Amid renewed concern over the millions of people in England who can not get NHS dental care, and a warning that the current “dental recovery plan” will not work, ministers are drawing up their own proposals to tackle what is widely agreed to be a crisis.

Here experts set out four ideas for how to revive NHS dentistry and help patients get the care they need without paying for it privately, as many are having to do now, or undertaking “DIY dentistry”, such as pulling their rotten teeth themselves.

1 A GP-style right to register with an NHS dentist

Patients used to have a right to register with and be treated by an NHS dentist, in the same way that they could, and still can, with a GP surgery.
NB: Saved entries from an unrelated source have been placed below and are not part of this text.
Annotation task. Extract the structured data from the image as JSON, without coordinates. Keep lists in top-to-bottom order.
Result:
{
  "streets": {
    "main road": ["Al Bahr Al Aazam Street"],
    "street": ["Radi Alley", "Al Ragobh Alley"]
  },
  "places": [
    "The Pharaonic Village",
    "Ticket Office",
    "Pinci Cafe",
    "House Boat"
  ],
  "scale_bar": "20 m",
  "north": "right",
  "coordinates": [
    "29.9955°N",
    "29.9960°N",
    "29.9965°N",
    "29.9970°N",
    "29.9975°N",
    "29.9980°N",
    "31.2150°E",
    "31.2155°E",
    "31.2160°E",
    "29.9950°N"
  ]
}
However, that right was removed in 2006.

The guaranteed access system was replaced with one where, under a new dental contract, dentists were paid by “unit of dental activity” (UDA) – care and treatment – rather than being paid an agreed sum in lieu of the care they provided when needed to every person registered with them.

“People are also confused about the relationship between an NHS dentist and patients, with many mistakenly believing they can register with a dentist permanently – a right they lost in 2006 when the current contract was introduced”, explains Louise Ansari, the chief executive of Healthwatch England, the NHS patient watchdog.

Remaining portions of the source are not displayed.